● EXERCISE DESCRIPTION: Check each line of the data below for the word "image", then extract the ones that have it.

● RECORDS SHOWN:
=== Section Start ===

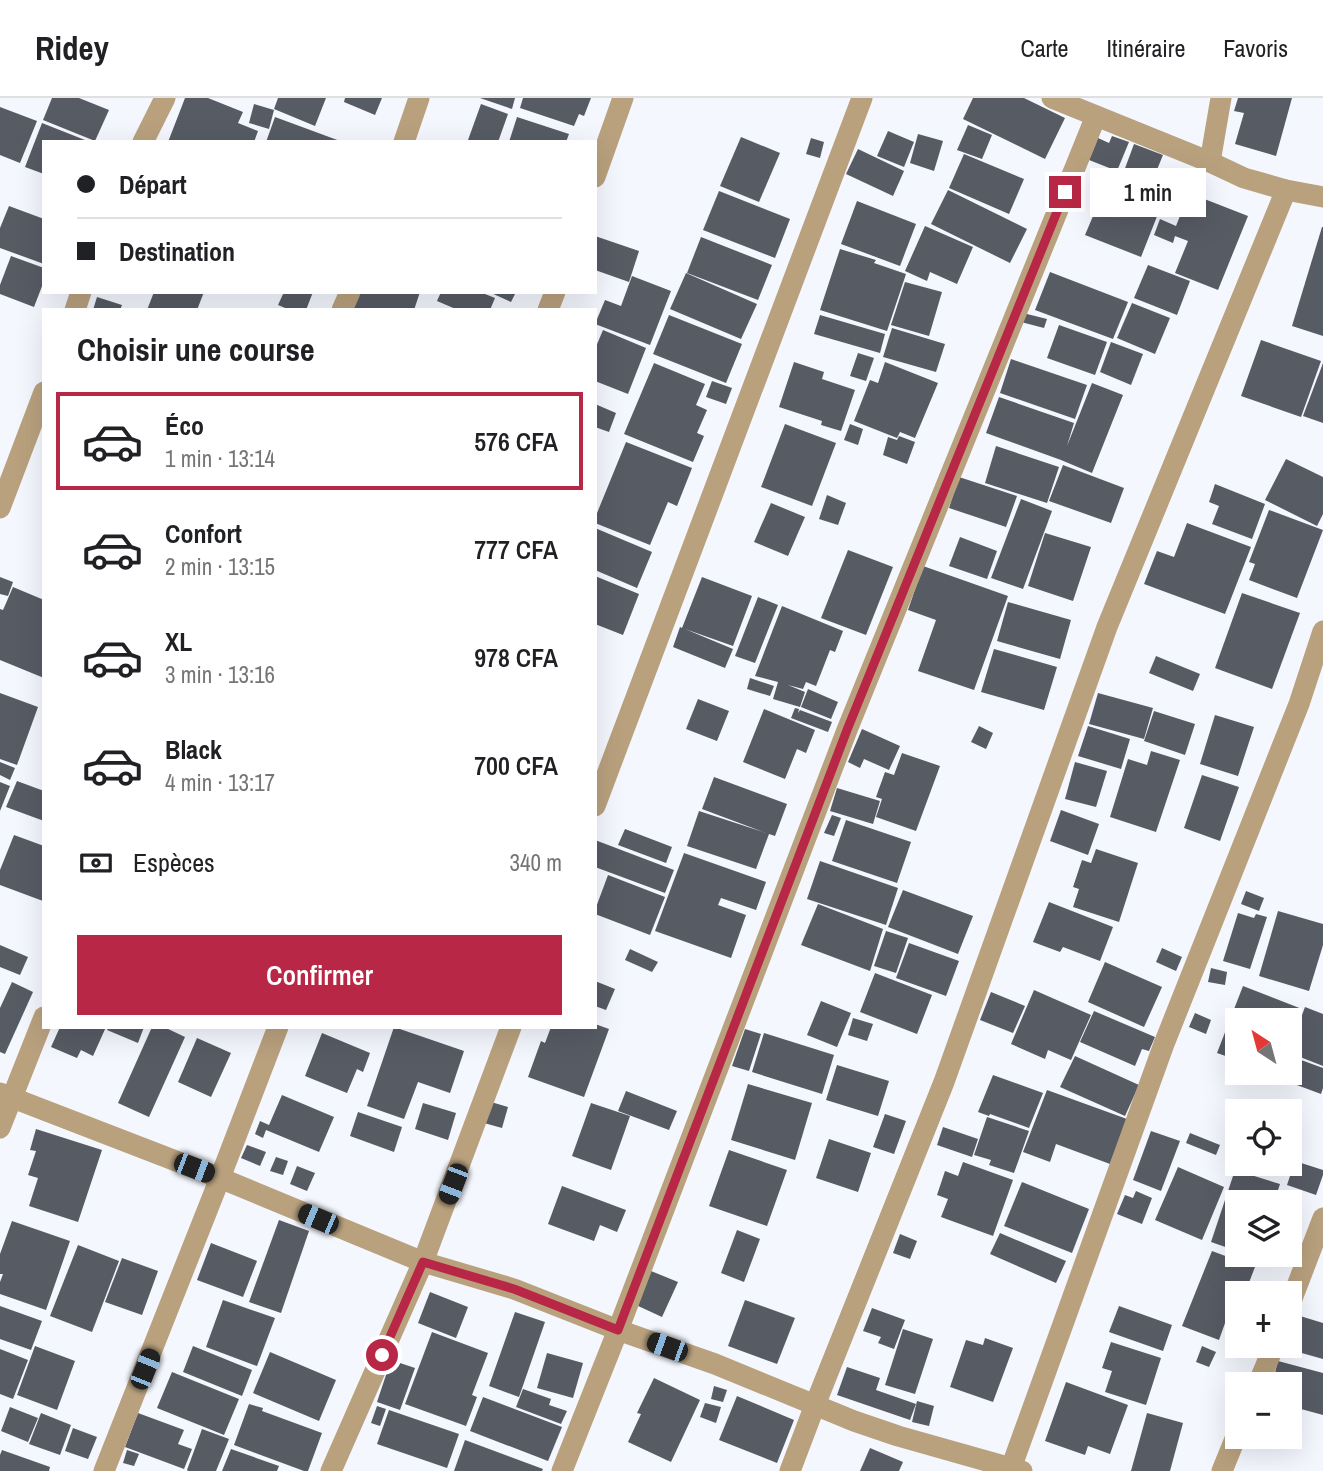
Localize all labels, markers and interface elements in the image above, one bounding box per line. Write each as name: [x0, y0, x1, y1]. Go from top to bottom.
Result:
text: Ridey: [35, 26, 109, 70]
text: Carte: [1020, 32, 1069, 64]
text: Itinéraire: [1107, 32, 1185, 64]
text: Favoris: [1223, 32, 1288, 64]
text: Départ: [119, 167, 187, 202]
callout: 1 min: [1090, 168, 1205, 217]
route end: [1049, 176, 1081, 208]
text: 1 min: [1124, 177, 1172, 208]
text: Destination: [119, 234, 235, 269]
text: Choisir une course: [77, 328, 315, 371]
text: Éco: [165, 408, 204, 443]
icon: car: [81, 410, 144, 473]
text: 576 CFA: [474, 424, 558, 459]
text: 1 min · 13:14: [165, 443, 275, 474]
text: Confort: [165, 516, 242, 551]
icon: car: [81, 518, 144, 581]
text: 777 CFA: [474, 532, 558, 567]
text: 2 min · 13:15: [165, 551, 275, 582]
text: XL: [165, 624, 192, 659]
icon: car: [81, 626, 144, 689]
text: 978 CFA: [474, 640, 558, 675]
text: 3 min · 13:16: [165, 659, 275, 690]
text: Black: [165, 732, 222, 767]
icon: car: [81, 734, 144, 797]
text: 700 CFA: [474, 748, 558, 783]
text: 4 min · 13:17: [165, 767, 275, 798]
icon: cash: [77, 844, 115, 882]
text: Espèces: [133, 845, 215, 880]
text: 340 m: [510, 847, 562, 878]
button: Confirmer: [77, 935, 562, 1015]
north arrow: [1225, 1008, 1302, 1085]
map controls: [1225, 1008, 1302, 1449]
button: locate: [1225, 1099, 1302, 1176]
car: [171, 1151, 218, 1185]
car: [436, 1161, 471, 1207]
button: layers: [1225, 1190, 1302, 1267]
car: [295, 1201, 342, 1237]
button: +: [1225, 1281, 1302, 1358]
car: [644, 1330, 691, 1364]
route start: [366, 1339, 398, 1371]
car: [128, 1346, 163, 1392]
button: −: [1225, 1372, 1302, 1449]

=== Section End ===
=== Section Start ===

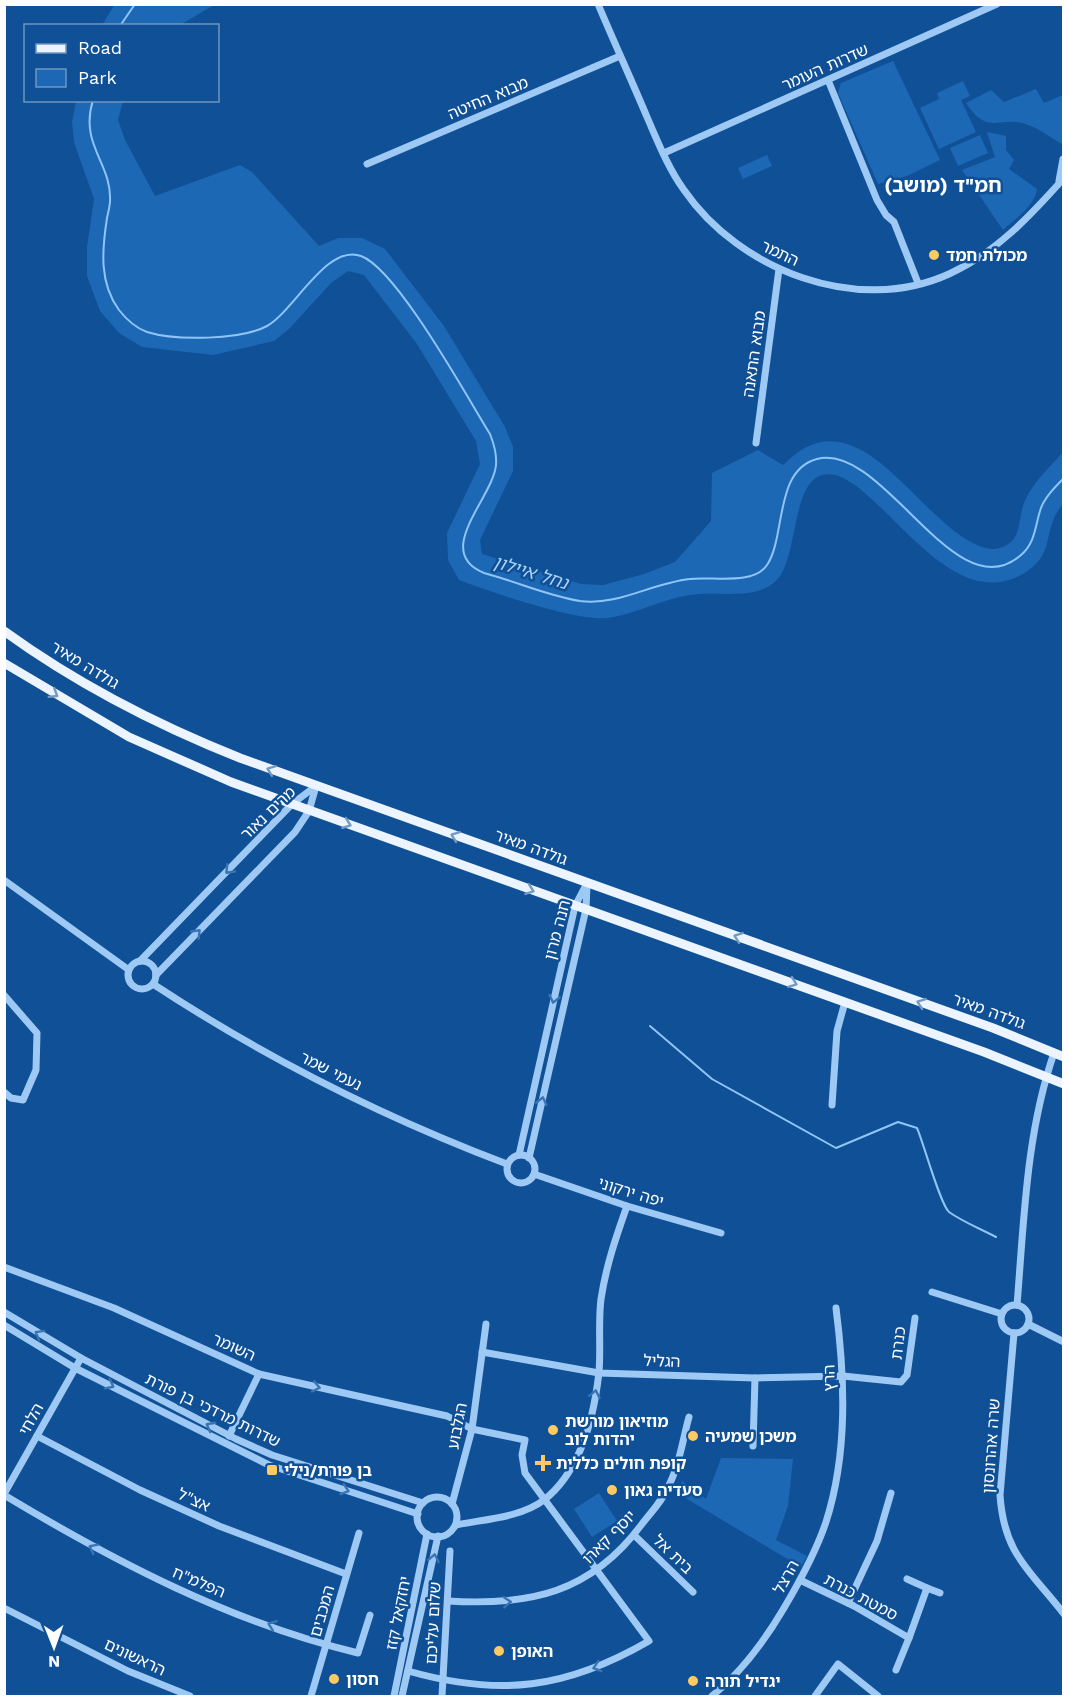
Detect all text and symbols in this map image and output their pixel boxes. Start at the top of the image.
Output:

=== Section End ===

● RESULT OF THIS TASK:
Localize all labels, markers and interface elements in the image above, one bounding box per line. Write each as name: [x0, y0, x1, y1]. Go from top to bottom.
Detect all text and symbols in this map image and output their pixel boxes. Start at the top of the image.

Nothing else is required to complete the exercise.